Are government and municipal schools providing quality education?
Prime Minister Narendra Modi is forcing the pace of modernization on the Indian society through the transformation of aspirations, approach to life and attitude to work. Ambitions always become a necessity to be stepping stones to scale the high mountains of achievements. NaMo knows the secret as he struggled through early years to climb to the top through aspirations and diligence to work for it.
He is one of three Prime Ministers India had, with difficult childhood due to the financial circumstance of their families. Lal Bahadur Shastri had to swim across a river to reach his school as the family could not afford the boat fare. Chandra Shekhar walked every day five miles to his school in Balia from his village Ebrahim Patti. Narendra Modi sold tea cups at the Mehsana railway station to aid his father’s business before he could attend schools.
He also had to bear the stamp of a backward caste, unlike two others. He used his vision and innovative nature. All three climbed through difficult family circumstance to reach the top. Lal Bahadur Shastri had set to change the economic policy of the Nehru regime with the Economic Reforms Commission headed by LK Jha to prepare a blue print for necessary changes. Before he could see the blueprint, he had to fight two wars with Pakistan in 1965. The winner of war lost his life in attempts for peace in the subcontinent. Chandra Shekhar could stay in office for four months before the collapse to manipulation of the power hungry Congress.
Modi has however won his majority and also his mandate by his diligence. His vision also taught him to understand that mere charity under the garb of welfare programmes was not the solution to the perennial problem of poverty. They turn people to dependence on government. Welfare is an ancient tradition that helped to soothe the conscience of rich with the false impression that their charity was the service to humanity as was taught by the great sage Buddha. They never realized that their gift made people wait, without any substantial work, for next installment on their plate.
The Nehru government adopted the planned economic development model and reformed higher education to create engineers and other experts for major projects but did not attend to the need of imparting skills to hands to work on machines. NaMo promised better economic development model. He knows mere investments of capital or reconstruction of structures would not deliver the desired results unless human creativity were put to use. It entails imparting of skills through quality education.
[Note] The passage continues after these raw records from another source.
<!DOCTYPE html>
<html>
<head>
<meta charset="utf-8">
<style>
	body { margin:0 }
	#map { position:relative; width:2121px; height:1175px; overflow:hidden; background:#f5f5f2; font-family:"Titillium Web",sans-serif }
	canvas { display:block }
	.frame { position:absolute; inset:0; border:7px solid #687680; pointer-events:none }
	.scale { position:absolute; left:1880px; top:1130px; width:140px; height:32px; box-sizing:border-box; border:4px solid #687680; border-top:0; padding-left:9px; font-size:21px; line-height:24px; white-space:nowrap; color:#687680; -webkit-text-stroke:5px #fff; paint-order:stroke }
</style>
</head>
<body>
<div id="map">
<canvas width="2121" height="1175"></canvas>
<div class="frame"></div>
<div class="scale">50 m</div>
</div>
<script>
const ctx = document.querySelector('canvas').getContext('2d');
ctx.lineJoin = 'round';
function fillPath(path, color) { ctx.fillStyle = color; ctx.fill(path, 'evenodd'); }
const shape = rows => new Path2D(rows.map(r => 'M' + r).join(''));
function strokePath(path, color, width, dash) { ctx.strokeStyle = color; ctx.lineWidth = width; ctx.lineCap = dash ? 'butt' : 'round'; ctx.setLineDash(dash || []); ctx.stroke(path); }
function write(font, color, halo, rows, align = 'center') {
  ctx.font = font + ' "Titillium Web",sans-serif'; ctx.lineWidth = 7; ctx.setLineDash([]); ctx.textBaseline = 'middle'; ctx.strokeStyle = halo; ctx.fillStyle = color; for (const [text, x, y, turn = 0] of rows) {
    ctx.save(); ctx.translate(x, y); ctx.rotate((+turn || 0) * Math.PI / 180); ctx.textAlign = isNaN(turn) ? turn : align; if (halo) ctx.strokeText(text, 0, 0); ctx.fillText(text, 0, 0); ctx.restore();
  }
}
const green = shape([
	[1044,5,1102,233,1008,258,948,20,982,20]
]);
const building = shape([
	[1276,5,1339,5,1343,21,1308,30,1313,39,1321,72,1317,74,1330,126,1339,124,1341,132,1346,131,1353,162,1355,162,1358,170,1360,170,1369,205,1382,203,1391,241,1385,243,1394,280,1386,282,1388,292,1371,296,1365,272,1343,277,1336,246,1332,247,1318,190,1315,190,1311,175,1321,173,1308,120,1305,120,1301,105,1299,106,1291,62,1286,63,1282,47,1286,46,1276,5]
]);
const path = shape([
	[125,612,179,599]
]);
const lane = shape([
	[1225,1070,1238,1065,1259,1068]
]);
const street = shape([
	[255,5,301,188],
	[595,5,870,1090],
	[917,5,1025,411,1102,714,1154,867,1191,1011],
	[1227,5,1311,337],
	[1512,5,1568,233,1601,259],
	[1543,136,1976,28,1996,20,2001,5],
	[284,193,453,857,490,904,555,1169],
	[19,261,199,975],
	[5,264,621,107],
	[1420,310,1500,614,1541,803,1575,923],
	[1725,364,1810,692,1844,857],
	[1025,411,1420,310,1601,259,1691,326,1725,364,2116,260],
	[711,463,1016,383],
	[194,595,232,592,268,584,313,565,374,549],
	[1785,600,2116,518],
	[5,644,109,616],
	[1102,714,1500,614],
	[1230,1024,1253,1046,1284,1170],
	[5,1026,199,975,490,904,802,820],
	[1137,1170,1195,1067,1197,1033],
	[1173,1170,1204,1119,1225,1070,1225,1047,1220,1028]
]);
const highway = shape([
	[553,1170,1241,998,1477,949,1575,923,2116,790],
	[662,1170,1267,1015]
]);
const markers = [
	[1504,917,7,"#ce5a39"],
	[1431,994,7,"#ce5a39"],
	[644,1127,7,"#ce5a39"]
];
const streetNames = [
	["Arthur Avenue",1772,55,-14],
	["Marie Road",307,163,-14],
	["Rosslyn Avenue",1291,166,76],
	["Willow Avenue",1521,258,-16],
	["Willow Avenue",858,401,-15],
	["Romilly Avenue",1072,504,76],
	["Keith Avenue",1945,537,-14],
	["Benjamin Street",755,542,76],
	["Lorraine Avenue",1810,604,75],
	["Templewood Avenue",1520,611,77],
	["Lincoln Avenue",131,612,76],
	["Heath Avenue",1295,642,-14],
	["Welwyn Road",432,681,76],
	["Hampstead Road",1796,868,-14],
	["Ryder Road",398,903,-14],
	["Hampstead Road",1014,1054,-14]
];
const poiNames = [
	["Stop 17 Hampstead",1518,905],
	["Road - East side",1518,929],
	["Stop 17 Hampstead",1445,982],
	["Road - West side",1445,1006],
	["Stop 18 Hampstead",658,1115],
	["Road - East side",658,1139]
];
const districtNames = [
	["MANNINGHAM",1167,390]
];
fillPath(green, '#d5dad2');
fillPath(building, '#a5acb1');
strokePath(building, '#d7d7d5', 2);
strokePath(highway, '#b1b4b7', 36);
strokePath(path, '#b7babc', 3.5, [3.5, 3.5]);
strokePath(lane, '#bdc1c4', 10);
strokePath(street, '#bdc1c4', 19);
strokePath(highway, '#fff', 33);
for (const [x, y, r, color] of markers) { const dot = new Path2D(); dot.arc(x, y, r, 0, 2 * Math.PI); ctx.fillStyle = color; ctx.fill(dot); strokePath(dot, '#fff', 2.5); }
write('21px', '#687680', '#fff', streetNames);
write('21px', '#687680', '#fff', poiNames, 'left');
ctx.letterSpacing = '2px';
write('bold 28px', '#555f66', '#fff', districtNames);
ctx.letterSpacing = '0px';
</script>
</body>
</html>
He revealed step by step his idea. In his reply to the debate on the Presidential address to the first parliament session after the elections, he presented the principal problem of educated but unemployed youth in huge numbers as a national asset. India is young with average working age at 27 years while rest of the world had grown far older. Other nations need skilled hands to keep their machines running. India has the massive human bank to meet their needs by imparting skills to educated. It holds out high hopes of great potential avenue for millions of educated young.
The previous regimes continued the education system as inherited from the British without remodeling it to suit needs of the independent nation. The British needed it to churn out clerks for the governance to reduce their need for importing from overseas. No attention was paid to the quality of education in government and municipal schools attended by children of deprived and the Dalit families. These children did not receive the help of additional teaching from parents or outside their schools as children of upper class did from their families and social circles. Poor could not afford private tuitions. The discriminatory political intervention for space to them in higher education did not help as they were not educated to be competent to withstand a load of higher education. On the contrary, the reservation stamped them as intellectually inferior.
No particular schemes were devised to provide training on jobs as an apprentice to prepare them for skilled jobs. On the Labour Day, the Prime Minister Narendra Modi revealed the moving picture of merely 3 lakh apprentices in India as against 20 million in China, 90 percent in Japan and three million in a tiny population of Germany. Industries did not volunteer, trade unions resisted and the government was indifferent to the moving picture, he hinted.
It is evident that the overhaul of government and municipal schools to introduce quality education was impossible. Mere improvement in buildings or additional facilities cannot change inefficient teaching staff nor can it can be replaced. Most of them have strayed into the sector for monthly pay packets without a commitment to education. There was an additional danger of inviting pressure for the introduction of teaching the ancient Indian culture as a part of the new curriculum.
He showed a way by attending second time on Teacher’s Day the session of interaction with nearly three fourth million of students spread in schools across India with the use of the video conferencing. The Prime Minister could talk to several lakh students from the Centre in Delhi and answer their queries so a good teacher can through satellite links.
Within few days, he addressed scientists and experts of the Space Research Organisation and related disciplines to seek their help to devise the satellite links so good teachers can educate students through long distances in urban centres. He is inclined to put the modern communication means and mediums to introduce quality education without the need to dismantle the existing structure of common schools. He also conveyed a powerful message that young need to be modern to be competent with quality education to exploit potential markets for the exportable commodity of skilled hands.
The recent statistics coming from the Census reveal that 92 percent of children in age group of a fiver to thirteen years were attending schools in 2011. In four years number swelled by four more per cent with 96 per cent attending schools. It means even landless labour families are leaving their children at school gates instead of dragging them to child labour to substantiate the family earning. Achievement on this score with the Prime Minister according to high priority as revealed in several steps is the hope.